We now know that Iraq no longer had any unconventional weapons program. Over the years, this has come to be seen as retrospectively obvious. It was not. While the Bush administration deliberately twisted and overhyped evidence of weapons of mass destruction, the legitimate evidence did show, albeit less dramatically than the administration said, that Iraq had active unconventional weapons programs. This was the judgment of fellow Western intelligence agencies. It was also a logical inference from Saddam Hussein’s refusal to fully comply with U.N. demands even after threatened with invasion. (That Iraq refused full compliance was documented at the time by Hans Blix, Butler’s successor, but this has largely been brushed aside in the retrospective critique.)

The absence of weapons of mass destruction is the most crucial element of my argument that I got wrong, though the part I have the least regret for getting wrong, as it was very hard to know at the time.

There is a grain of truth here, in the sense that it was reasonable at the time to believe that Hussein’s possession of WMDs was being exaggerated rather than entirely invented. I certainly can’t claim to have had the prescience of Davies, although after the manifest feebleness of Powell’s UN presentation I was in the “some derisory but not immaterial capacity” category. Believing that the Iraqi possessed some “unconventional weapons” was not something that only Bush administration officials believed.

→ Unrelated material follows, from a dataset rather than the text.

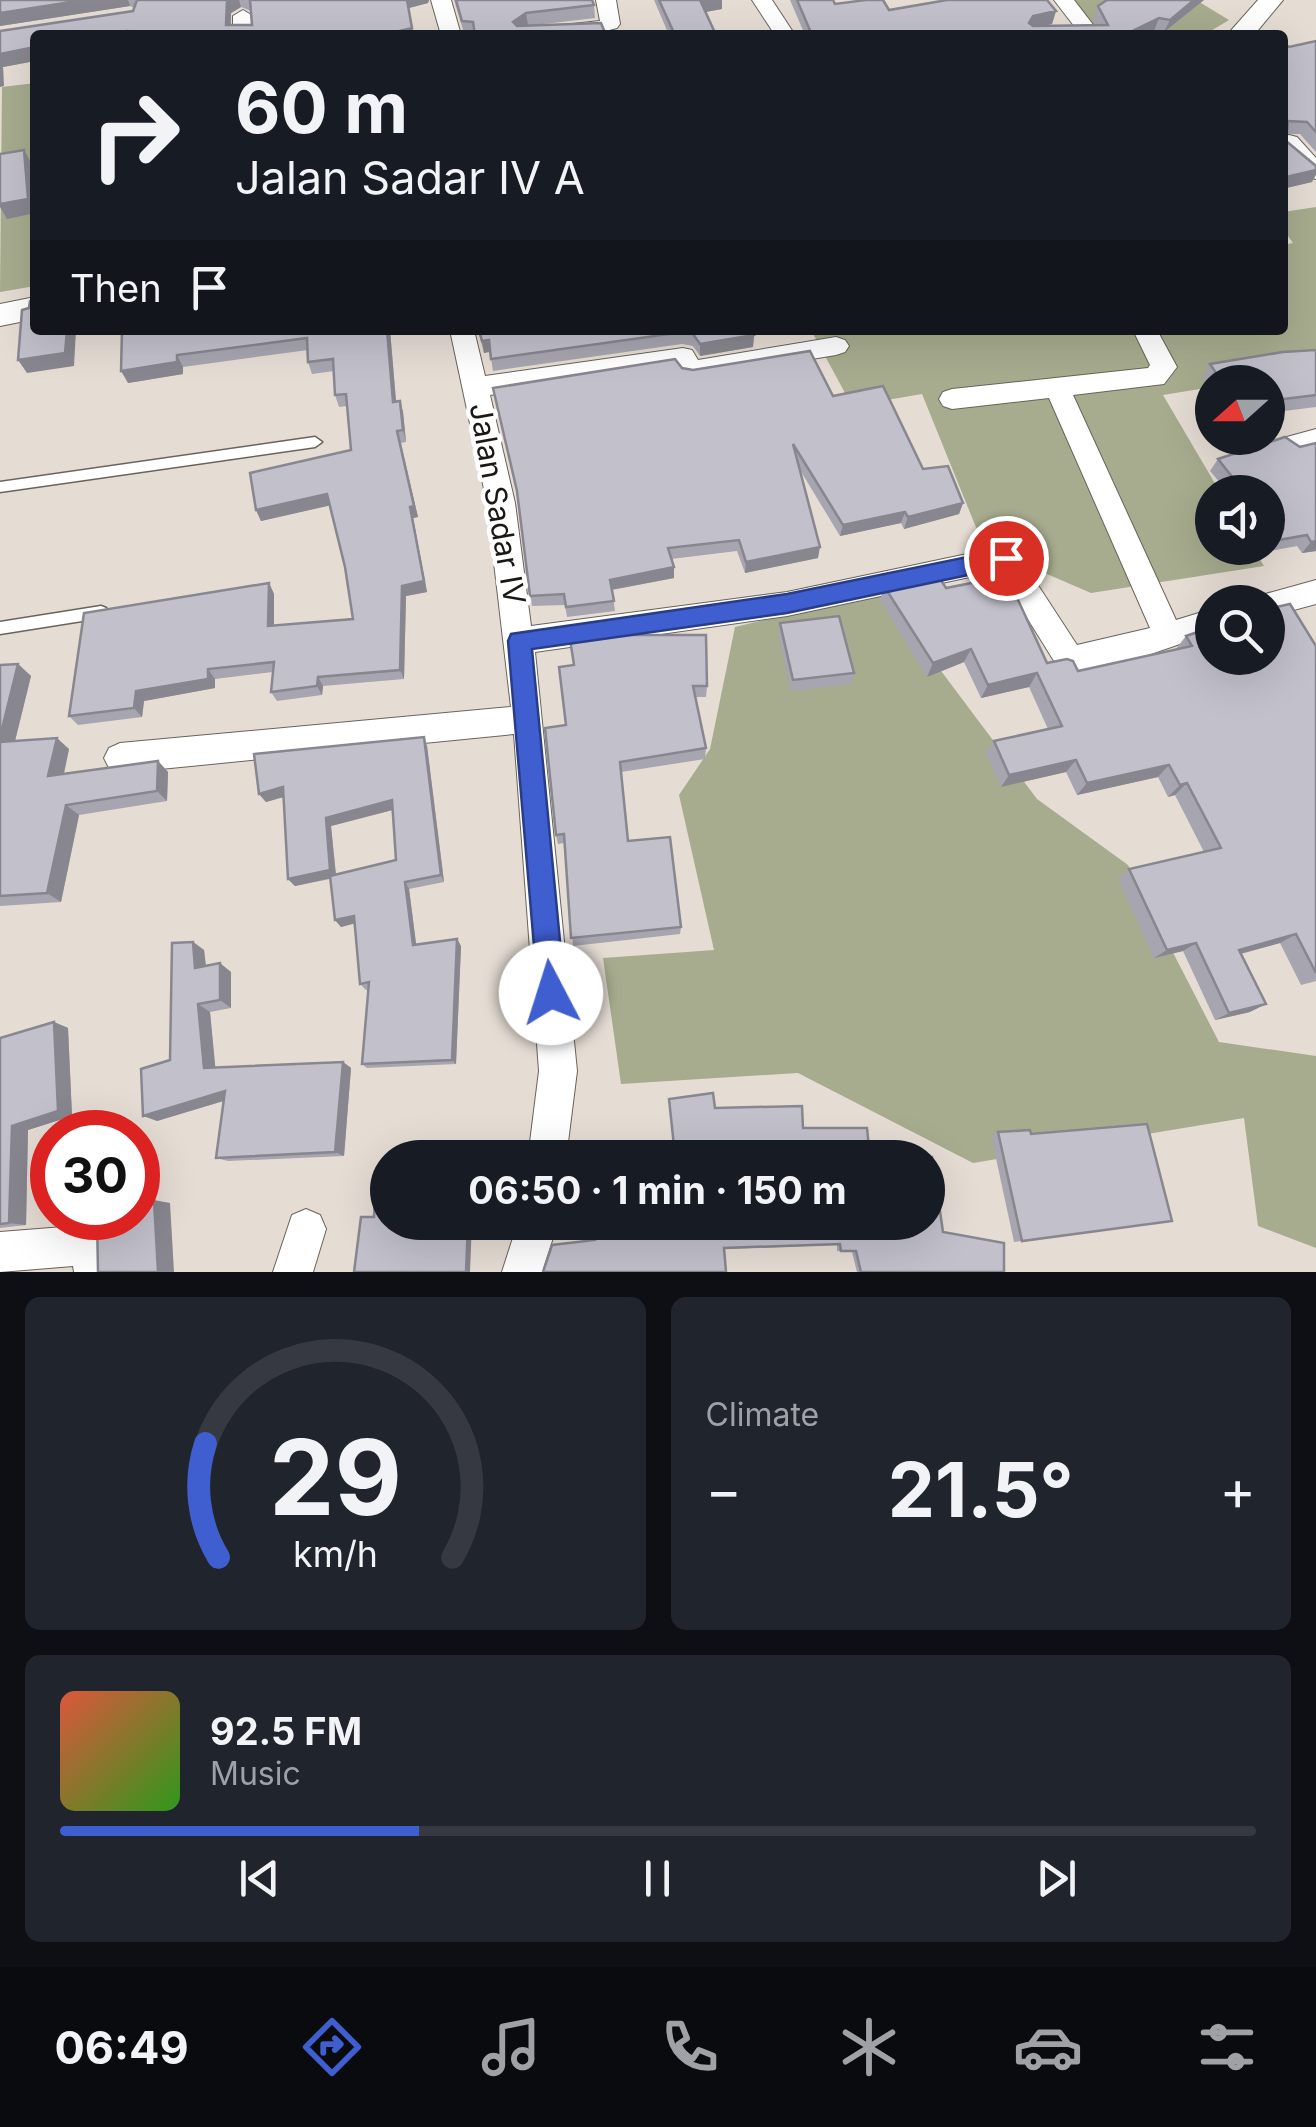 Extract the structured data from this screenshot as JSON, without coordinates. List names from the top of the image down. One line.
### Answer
{"streets":{"street":["Jalan Sadar IV"]},"north":"left","page":{"turn":["60 m","Jalan Sadar IV A"],"then":"Then","limit":"30","trip":"06:50 · 1 min · 150 m","tile":"Climate","heat":["−","21.5°","+"],"song":["92.5 FM","Music"],"tabs":"06:49","gauge":["29","km/h"]}} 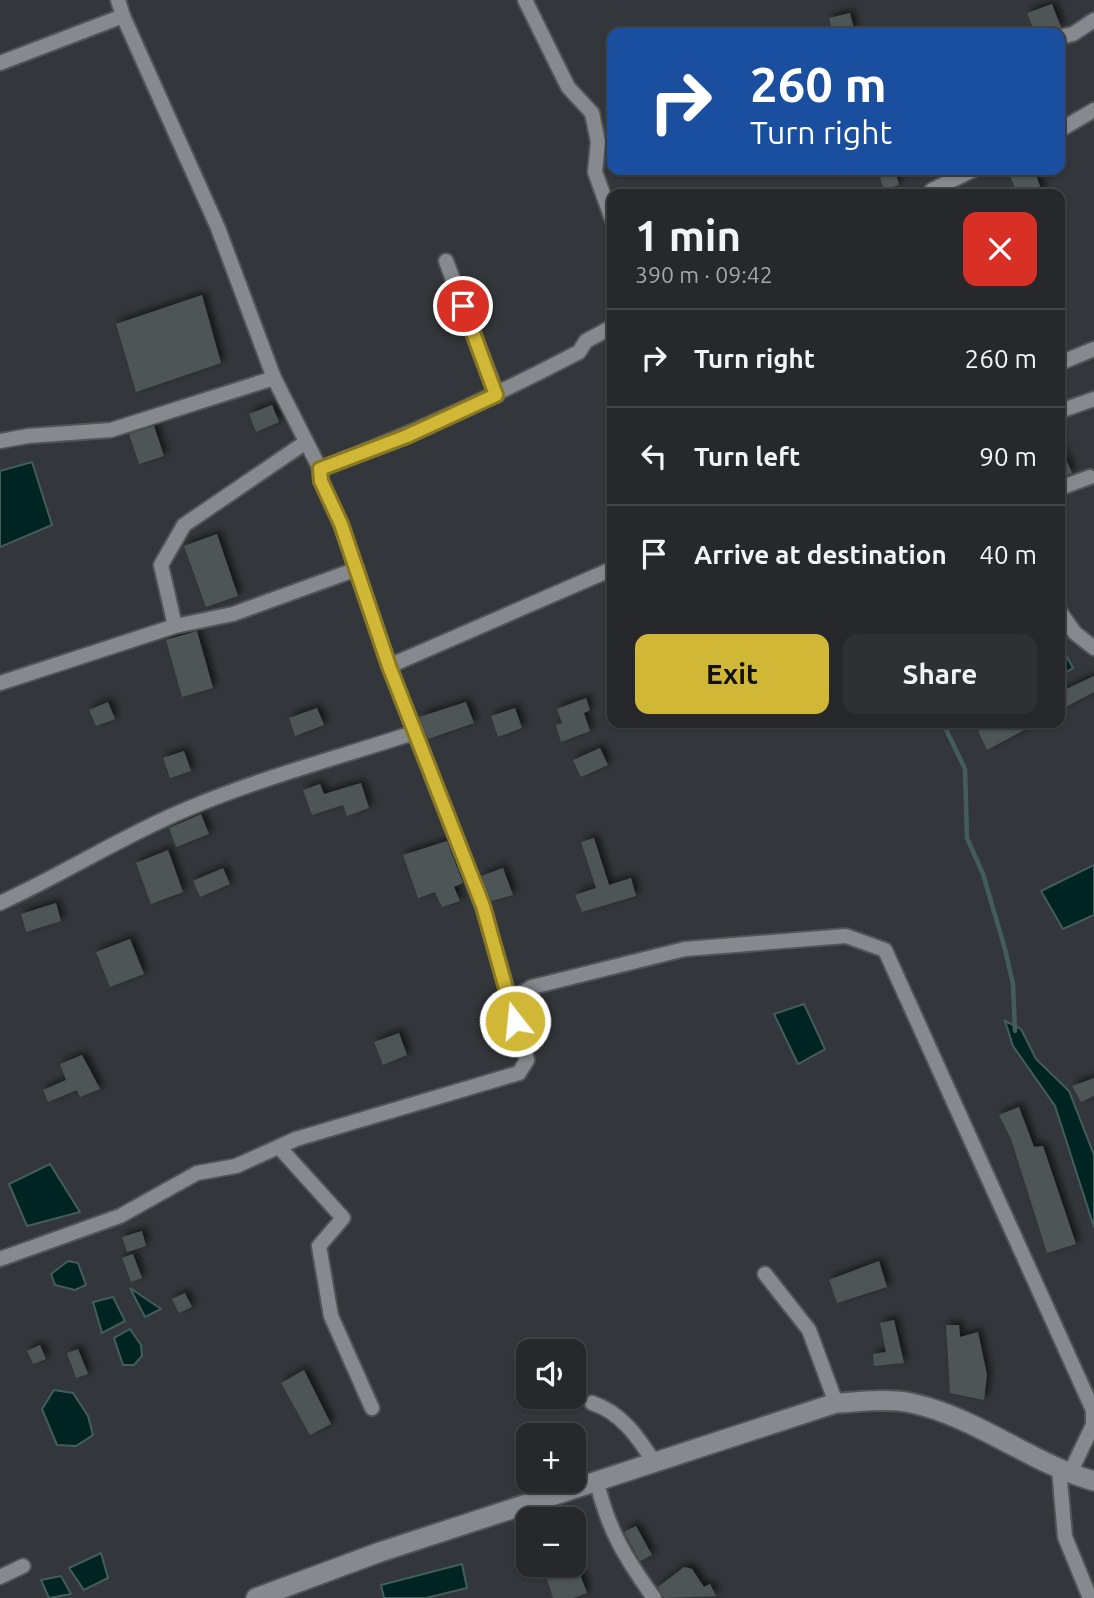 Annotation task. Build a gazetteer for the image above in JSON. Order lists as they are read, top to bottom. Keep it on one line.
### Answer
{"page":{"turn":["260 m","Turn right"],"heading":["1 min","390 m · 09:42"],"list":[{"name":"Turn right","value":"260 m"},{"name":"Turn left","value":"90 m"},{"name":"Arrive at destination","value":"40 m"}],"buttons":["Exit","Share"],"map_buttons":["+","−"]}}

The problem, though, is that this point is manifestly insufficient as a justification for war, even if we leave aside Davies’s point that trusting known liars to carry out the project was foolish and even if we overlook the fact that Bush wouldn’t let the weapons inspectors finish the job and refuse to draw the obvious inference. Let’s say that Hussein turned out to have something that could be called “unconventional weapons.” So what? 1)Such “unconventional weapons” posed no threat whatsoever to American civilians (even the least apologetic liberal hawks aren’t claiming that Hussein had any ties to anti-American terrorist groups or any independent capacity for deploying weapons abroad). And, even more importantly, 2)the whole “WMD” argument was in itself a massive con. WMD is an umbrella term that conflates the genuinely unique threat of nuclear weapons with many more chemical and biological weapons that don’t have any more destructive capacity than weapons that can be assembled with materials you can purchase at any Home Depot. (Chemical weapons have a particular resonance of horror because of the Holocaust, but it’s worth remembering that most of Hitler’s — and pretty much all of Stalin’s — genocidal killing was accomplished by shooting and starvation, not by gas chambers.) Iraqi possession of most “unconventional weapons,” even if it had turned out to be real, was not a remotely adequate justification for war even before we start considering the human and financial costs. Evidence that Iraq was close to possessing nuclear weapons might be a different story, but that argument was transparently farcical at the time. Hence the need to use the “WMD” term to imply that mustard gas and hydrogen bombs are weapons of comparable destructive capacity.

You can argue that at was at least plausible at the time of the Iraq War that Hussein had some possession of “WMDs.”  But you can’t plausibly argue, even based on what was known at the time, that the possession of such weapons justified an invasion even if you were unjustifiably optimistic about the people carrying it out.